This time it's
Newt Gingrich:
Newt Gingrich, the former Republican Speaker of the House, told students and faculty at the University of South Dakota Monday that the United States should pull out of Iraq and leave a small force there, just as it did post-war in Korea and Germany.
"It was an enormous mistake for us to try to occupy that country after June of 2003," Gingrich said during a question-and-answer session at the school. "We have to pull back, and we have to recognize it."
Meanwhile, leading neocon Francis Fukuyama is
taking some heat for his recent
change of heart with regard to Iraq (via
Digby):
SEVEN WEEKS AGO, I published my case against the Iraq war. I wrote that although I had originally advocated military intervention in Iraq, and had even signed a letter to that effect shortly after the 9/11 attacks, I had since changed my mind.

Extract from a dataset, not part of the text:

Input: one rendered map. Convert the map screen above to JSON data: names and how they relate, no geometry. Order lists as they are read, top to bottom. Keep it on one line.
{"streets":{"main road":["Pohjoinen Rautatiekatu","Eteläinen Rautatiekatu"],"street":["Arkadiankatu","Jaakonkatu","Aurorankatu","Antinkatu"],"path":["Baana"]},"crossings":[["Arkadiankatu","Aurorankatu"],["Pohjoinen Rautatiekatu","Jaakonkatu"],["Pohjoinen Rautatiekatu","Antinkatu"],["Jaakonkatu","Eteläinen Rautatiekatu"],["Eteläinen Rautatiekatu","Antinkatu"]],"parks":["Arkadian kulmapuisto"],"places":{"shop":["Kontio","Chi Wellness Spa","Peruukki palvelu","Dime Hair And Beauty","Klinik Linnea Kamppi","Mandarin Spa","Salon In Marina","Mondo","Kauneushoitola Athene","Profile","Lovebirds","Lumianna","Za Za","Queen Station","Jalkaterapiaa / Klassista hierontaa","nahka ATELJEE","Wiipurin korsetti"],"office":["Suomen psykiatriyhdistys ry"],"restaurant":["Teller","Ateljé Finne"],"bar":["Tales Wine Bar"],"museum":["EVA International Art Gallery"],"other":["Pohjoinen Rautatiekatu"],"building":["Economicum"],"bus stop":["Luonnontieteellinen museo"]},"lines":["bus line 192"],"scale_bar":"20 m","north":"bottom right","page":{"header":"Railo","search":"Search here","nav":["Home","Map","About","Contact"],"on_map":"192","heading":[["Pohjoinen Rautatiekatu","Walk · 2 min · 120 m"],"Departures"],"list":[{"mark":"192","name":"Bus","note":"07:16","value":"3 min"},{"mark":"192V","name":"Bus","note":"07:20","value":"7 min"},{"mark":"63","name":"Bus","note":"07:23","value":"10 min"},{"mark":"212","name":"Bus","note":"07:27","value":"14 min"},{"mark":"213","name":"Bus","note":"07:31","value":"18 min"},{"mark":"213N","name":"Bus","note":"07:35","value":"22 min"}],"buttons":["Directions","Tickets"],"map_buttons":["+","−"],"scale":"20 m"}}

But apparently this kind of honest acknowledgment is verboten. In the weeks since my book came out, I've been challenged, attacked and vilified from both ends of the ideological spectrum. From the right, columnist Charles Krauthammer has accused me of being an opportunistic traitor to the neoconservative cause — and a coward to boot. From the left, I've been told that I have "blood on my hands" for having initially favored toppling Saddam Hussein and that my "apology" won't be accepted.
What does he want, forgiveness? Hell, I still haven't forgiven John Kerry and Hillary Clinton for voting to give Bush the authority to invade, and probably never will.